» WHAT YOU WILL DO: Each line below that holds the string "turn" counts once; report the total and nothing else.

Start of DATA FOR THIS TASK

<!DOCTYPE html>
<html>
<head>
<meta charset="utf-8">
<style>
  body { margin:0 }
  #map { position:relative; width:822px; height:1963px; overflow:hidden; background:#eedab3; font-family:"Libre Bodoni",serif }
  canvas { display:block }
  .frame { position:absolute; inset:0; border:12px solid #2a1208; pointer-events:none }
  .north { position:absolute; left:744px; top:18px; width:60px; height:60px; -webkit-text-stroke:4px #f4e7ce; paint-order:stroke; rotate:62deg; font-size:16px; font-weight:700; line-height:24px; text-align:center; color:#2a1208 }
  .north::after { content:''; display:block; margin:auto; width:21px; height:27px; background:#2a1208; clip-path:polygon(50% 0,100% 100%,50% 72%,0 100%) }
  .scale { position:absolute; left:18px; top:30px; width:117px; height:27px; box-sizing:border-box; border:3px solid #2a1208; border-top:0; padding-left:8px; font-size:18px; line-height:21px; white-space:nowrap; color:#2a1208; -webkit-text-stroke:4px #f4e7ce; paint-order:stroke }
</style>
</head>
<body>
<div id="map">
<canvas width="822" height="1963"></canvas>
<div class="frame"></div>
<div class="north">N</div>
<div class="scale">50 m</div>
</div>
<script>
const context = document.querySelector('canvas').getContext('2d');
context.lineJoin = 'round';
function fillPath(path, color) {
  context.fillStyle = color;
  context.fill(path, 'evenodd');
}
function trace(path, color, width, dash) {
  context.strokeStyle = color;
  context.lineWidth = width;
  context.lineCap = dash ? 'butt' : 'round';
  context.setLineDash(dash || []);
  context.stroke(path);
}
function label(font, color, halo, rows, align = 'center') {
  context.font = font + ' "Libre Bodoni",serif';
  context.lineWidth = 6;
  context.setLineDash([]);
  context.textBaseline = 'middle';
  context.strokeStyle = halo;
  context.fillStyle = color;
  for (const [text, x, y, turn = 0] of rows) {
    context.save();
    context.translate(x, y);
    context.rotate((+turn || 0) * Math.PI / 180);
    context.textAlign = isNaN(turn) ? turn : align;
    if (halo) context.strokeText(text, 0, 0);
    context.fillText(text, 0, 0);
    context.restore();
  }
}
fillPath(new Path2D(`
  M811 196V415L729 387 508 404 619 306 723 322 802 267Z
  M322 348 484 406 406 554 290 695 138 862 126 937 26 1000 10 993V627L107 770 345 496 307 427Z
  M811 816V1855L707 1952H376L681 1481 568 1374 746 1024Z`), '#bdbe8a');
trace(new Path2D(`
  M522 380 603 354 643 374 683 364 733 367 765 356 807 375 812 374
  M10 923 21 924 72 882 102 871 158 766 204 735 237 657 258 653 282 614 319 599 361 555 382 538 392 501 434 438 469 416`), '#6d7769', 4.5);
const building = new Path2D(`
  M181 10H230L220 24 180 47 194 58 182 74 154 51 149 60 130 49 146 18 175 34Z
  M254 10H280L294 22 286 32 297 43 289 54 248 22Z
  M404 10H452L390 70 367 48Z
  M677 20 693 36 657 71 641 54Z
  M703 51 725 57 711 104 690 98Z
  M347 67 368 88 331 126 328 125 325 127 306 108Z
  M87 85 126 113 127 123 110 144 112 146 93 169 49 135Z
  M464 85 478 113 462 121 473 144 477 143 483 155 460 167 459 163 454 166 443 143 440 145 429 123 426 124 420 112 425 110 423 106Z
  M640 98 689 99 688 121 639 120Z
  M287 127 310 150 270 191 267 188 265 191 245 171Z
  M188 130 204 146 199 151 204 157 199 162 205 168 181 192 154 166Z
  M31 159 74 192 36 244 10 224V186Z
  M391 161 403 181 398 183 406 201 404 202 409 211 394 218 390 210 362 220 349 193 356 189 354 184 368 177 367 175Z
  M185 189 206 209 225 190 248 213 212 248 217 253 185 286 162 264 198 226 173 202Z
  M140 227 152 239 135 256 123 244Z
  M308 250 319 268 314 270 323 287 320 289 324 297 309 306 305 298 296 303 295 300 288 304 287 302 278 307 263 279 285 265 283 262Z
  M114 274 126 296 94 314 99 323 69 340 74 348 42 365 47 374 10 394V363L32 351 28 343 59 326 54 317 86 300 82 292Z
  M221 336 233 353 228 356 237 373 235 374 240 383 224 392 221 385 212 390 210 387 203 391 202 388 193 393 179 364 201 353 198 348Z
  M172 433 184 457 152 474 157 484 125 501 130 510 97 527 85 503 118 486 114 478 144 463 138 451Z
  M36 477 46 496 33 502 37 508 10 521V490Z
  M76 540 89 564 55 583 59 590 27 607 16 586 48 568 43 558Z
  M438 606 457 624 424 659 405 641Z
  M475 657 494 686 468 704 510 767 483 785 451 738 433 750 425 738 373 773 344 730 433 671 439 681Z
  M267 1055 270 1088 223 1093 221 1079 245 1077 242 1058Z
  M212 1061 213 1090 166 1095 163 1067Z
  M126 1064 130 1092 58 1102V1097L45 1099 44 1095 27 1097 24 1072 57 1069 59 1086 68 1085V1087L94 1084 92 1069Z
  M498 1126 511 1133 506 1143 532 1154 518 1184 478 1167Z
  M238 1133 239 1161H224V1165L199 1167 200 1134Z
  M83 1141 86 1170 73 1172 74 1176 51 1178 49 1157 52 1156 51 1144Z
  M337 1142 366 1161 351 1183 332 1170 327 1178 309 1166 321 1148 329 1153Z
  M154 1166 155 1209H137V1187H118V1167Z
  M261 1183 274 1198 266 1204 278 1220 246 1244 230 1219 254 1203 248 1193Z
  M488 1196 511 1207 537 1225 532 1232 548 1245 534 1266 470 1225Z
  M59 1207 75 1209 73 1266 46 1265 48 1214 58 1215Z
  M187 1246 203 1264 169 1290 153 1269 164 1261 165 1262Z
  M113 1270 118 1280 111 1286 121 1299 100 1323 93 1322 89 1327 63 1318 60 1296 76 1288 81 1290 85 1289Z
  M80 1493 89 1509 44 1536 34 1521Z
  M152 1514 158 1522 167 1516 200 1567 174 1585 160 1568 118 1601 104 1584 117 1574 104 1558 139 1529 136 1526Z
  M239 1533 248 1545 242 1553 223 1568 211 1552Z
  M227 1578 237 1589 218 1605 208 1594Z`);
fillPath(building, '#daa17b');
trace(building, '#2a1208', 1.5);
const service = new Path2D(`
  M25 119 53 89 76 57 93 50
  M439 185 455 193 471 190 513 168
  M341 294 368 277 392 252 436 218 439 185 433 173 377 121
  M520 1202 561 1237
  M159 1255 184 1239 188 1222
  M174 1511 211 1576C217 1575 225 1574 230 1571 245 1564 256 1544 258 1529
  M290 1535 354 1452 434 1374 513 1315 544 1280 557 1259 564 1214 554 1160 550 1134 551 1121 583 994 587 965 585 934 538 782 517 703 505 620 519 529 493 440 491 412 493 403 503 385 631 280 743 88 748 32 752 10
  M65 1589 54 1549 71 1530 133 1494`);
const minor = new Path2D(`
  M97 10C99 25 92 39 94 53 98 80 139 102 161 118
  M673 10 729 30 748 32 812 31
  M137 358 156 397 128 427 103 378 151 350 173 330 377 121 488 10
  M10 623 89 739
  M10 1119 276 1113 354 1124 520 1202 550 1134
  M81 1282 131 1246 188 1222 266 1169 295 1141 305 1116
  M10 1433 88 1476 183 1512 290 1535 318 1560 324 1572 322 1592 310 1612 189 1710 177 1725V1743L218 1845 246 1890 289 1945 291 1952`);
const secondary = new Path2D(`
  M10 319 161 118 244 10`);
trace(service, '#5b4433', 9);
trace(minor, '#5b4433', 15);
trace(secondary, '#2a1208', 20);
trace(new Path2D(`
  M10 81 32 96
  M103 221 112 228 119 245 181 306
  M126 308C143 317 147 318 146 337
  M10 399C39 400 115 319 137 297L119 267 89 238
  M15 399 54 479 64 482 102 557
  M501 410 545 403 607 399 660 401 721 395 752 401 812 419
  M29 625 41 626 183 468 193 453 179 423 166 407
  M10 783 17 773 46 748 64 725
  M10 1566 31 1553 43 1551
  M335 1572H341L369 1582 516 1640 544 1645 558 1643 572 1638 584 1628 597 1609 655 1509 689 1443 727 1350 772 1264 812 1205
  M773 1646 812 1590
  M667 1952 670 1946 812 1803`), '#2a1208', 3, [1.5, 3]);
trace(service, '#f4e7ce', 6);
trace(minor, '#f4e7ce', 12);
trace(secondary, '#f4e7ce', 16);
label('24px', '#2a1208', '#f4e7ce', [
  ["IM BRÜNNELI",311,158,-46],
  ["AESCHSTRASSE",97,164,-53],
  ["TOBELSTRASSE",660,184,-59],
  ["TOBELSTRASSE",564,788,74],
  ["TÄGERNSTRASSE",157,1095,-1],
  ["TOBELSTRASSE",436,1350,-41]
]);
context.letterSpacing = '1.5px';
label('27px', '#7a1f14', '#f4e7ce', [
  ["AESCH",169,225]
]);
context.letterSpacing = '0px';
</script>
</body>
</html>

End of DATA FOR THIS TASK

» ANSWER BOX: 3